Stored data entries
- - - -
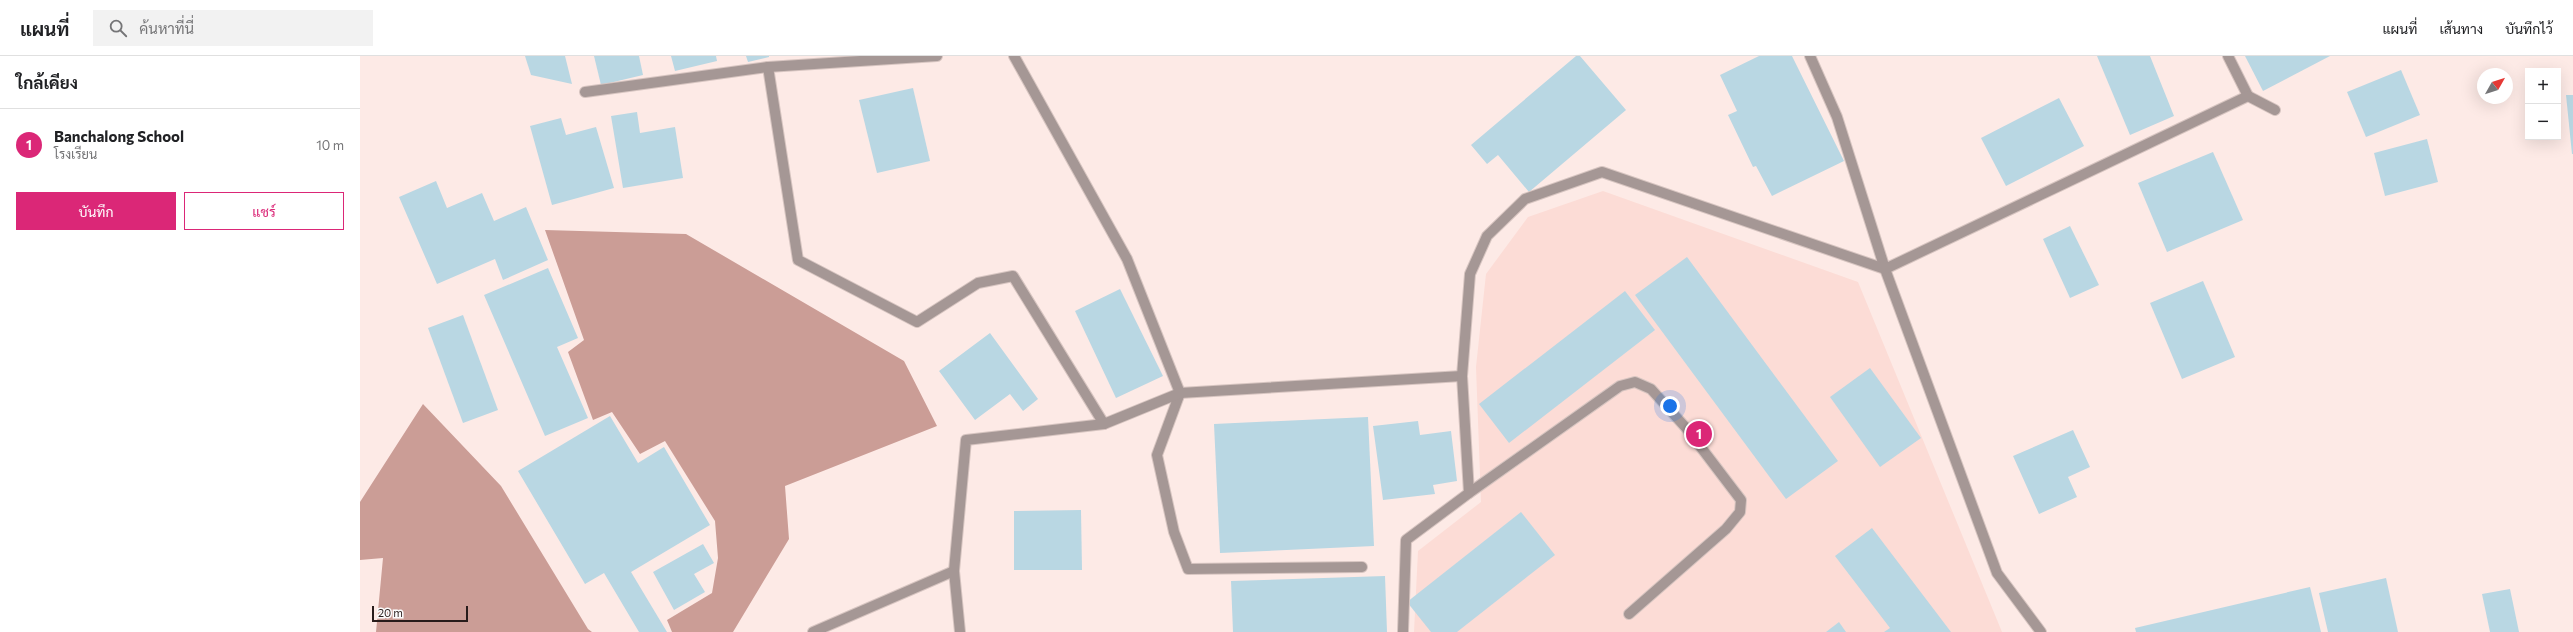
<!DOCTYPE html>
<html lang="th">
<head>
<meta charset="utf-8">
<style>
  body { margin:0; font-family:Commissioner,Sarabun,sans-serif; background:#f2f2f2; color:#202124 }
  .controls { position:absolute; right:12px; top:12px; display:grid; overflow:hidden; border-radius:0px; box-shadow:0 4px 16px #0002 }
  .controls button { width:36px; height:36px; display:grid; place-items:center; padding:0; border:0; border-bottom:1px solid #e0e0e0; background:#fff; color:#202124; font:20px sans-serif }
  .compass { position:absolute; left:2117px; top:12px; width:36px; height:36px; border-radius:50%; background:#fff; box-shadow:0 4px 16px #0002; rotate:51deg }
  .scale { position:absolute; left:12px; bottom:10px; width:96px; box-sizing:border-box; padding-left:4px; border:2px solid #281c1b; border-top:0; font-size:11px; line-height:14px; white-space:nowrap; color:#281c1b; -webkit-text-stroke:3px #fcfcfc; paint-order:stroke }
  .you { position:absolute; left:1310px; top:350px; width:14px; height:14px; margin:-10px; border:3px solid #fff; border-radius:50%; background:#1a73e8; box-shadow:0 0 0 6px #1a73e833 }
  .badge { display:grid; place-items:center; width:26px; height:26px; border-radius:50%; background:#db2777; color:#fff; font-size:13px; font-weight:700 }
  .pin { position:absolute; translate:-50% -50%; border:2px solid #fff; box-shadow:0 1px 4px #0006 }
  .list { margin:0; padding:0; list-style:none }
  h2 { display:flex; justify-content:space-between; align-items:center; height:52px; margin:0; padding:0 16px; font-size:17px }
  h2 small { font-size:13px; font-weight:400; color:#757577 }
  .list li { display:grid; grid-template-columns:26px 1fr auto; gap:12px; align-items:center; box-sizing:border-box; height:72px; padding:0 16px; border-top:1px solid #e0e0e0 }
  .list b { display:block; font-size:15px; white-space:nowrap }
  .list p { margin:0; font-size:13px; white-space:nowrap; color:#757577 }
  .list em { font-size:13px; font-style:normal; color:#757577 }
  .actions { display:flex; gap:8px; padding:12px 16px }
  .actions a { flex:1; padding:9px 0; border:1px solid #db2777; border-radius:0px; text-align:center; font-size:14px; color:#db2777 }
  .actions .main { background:#db2777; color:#fff }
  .icon { flex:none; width:22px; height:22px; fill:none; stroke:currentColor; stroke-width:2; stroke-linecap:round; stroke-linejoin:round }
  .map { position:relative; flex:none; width:2213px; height:576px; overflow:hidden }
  header { display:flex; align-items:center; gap:24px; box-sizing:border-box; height:56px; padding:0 20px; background:#fff; border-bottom:1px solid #e0e0e0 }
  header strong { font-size:19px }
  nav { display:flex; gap:22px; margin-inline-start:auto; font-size:14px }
  .search { width:280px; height:36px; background:#f2f2f2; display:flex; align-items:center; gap:10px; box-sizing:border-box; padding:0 14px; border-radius:0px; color:#757577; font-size:15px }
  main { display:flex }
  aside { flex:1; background:#fff }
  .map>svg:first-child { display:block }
  .built { fill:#fcdcd6 }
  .forest { fill:#cb9d96 }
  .building { fill:#b9d7e3 }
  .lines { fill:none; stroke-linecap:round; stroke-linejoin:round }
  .lane-casing { stroke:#d7c5c1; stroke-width:12 }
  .street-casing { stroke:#d7c5c1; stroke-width:12 }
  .lane { stroke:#a59795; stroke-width:10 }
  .street { stroke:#a59795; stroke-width:10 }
</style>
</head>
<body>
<header>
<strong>แผนที่</strong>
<div class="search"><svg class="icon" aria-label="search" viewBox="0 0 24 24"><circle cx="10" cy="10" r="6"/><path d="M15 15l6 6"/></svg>ค้นหาที่นี่</div>
<nav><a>แผนที่</a><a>เส้นทาง</a><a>บันทึกไว้</a></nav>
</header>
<main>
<aside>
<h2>ใกล้เคียง<small></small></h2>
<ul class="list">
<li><span class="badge">1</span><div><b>Banchalong School</b><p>โรงเรียน</p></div><em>10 m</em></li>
</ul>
<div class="actions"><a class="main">บันทึก</a><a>แชร์</a></div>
</aside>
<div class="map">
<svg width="2213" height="576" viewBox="0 0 2213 576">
  <rect width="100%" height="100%" fill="#fdeae6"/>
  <path class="built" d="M1243 135 1498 226 1642 576H1054L1058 495 1121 446 1116 311 1126 218 1168 161Z"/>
  <g class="forest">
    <path d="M185 174 326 178 544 305 577 370 425 430 429 483 373 576H312L307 564 352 537 358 502 355 465 305 385 280 398 252 356 233 364 208 296 224 284Z"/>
    <path d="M63 348 141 430 228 573 232 576H16L23 502 0 504V446Z"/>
  </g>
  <g class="building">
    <path d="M165 0H205L212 28 171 19Z"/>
    <path d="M234 0H279L283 19 241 29Z"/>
    <path d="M311 0H356L357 5 315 15Z"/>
    <path d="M386 0H409V1L388 6Z"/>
    <path d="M1216 0H1220L1266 54 1169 136 1138 99 1127 108 1111 89Z"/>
    <path d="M1399 0H1432L1484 105 1412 140 1396 110 1393 111 1368 59 1377 55 1360 19Z"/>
    <path d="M1737 0H1790L1814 60 1770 79Z"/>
    <path d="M1885 0H1970L1903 35Z"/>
    <path d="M2041 14 2060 59 2006 81 1987 36Z"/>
    <path d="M553 32 570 105 517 117 499 44Z"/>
    <path d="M2206 39H2213V98H2212Z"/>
    <path d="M1699 42 1724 90 1646 130 1621 82Z"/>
    <path d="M277 56 280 77 315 71 323 122 263 132 251 60Z"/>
    <path d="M201 62 206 79 236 71 254 132 192 149 170 70Z"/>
    <path d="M2067 83 2078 126 2025 140 2014 97Z"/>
    <path d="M1853 96 1883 164 1807 196 1778 127Z"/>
    <path d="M76 125 87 152 122 137 134 165 166 151 188 204 143 224 135 203 77 228 39 141Z"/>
    <path d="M1710 170 1739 229 1710 242 1683 183Z"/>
    <path d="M1327 201 1478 405 1426 443 1275 239Z"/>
    <path d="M188 212 218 282 197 291 228 362 185 380 124 239Z"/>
    <path d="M1843 225 1875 301 1822 323 1790 247Z"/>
    <path d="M760 233 803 320 756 342 715 255Z"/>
    <path d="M1265 235 1295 274 1149 387 1119 348Z"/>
    <path d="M103 259 138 354 103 367 68 272Z"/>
    <path d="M630 277 678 343 663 355 650 338 615 364 579 315Z"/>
    <path d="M1510 312 1561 382 1520 411 1470 341Z"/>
    <path d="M250 360 278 407 304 391 350 469 271 516 307 576H279L244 517 225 528 158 415Z"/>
    <path d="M1008 361 1014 490 860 497 854 368Z"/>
    <path d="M1058 365 1060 379 1091 375 1097 425 1073 429 1075 438 1023 444 1013 370Z"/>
    <path d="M1713 374 1730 411 1708 421 1717 441 1679 458 1653 400Z"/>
    <path d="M721 454 722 514H654V455Z"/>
    <path d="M1161 456 1195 499 1097 576H1071L1047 546Z"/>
    <path d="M1512 472 1591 576H1524L1530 572 1475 500Z"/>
    <path d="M343 488 354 507 334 518 345 536 314 554 293 516Z"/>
    <path d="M1025 520 1027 576H873L871 525Z"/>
    <path d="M2026 522 2038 576H1968L1959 537Z"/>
    <path d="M1950 531 1961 576H1776L1775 572Z"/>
    <path d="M2150 533 2159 576H2130L2122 538Z"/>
    <path d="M1479 566 1486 576H1466Z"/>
  </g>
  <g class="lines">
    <defs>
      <g id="lane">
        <path d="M820 337 797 399 814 476 828 513 1002 511"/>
        <path d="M1109 437 1260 330 1275 326 1291 333 1327 373 1381 444 1380 456 1366 473 1269 558"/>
      </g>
      <g id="street">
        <path d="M654 0 767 203 820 337"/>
        <path d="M1450 0 1477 61 1525 213 1637 517 1681 576"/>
        <path d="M1868 0 1888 40"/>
        <path d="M408 11 438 204 557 266 618 227 653 220 744 368"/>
        <path d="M225 36 408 11 577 0"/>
        <path d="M453 576 594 515"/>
        <path d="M600 576 594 515 606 384 744 368 820 337 1102 320"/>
        <path d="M1043 576 1046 484 1109 437 1102 320 1110 218 1127 180 1165 143 1242 116 1525 213 1888 40 1915 54"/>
      </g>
    </defs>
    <use href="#lane" class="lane-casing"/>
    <use href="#street" class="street-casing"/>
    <use href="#lane" class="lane"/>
    <use href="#street" class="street"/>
  </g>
</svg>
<div class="controls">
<button>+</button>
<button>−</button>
</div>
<svg class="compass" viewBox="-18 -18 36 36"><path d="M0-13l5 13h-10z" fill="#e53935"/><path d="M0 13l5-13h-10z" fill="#757577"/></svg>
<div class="scale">20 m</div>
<div class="you"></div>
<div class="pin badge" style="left:1339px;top:378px">1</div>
</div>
</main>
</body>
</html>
- - - -
Out of the records above, pull each line containing the word "absolute".

  .controls { position:absolute; right:12px; top:12px; display:grid; overflow:hidden; border-radius:0px; box-shadow:0 4px 16px #0002 }
  .compass { position:absolute; left:2117px; top:12px; width:36px; height:36px; border-radius:50%; background:#fff; box-shadow:0 4px 16px #0002; rotate:51deg }
  .scale { position:absolute; left:12px; bottom:10px; width:96px; box-sizing:border-box; padding-left:4px; border:2px solid #281c1b; border-top:0; font-size:11px; line-height:14px; white-space:nowrap; color:#281c1b; -webkit-text-stroke:3px #fcfcfc; paint-order:stroke }
  .you { position:absolute; left:1310px; top:350px; width:14px; height:14px; margin:-10px; border:3px solid #fff; border-radius:50%; background:#1a73e8; box-shadow:0 0 0 6px #1a73e833 }
  .pin { position:absolute; translate:-50% -50%; border:2px solid #fff; box-shadow:0 1px 4px #0006 }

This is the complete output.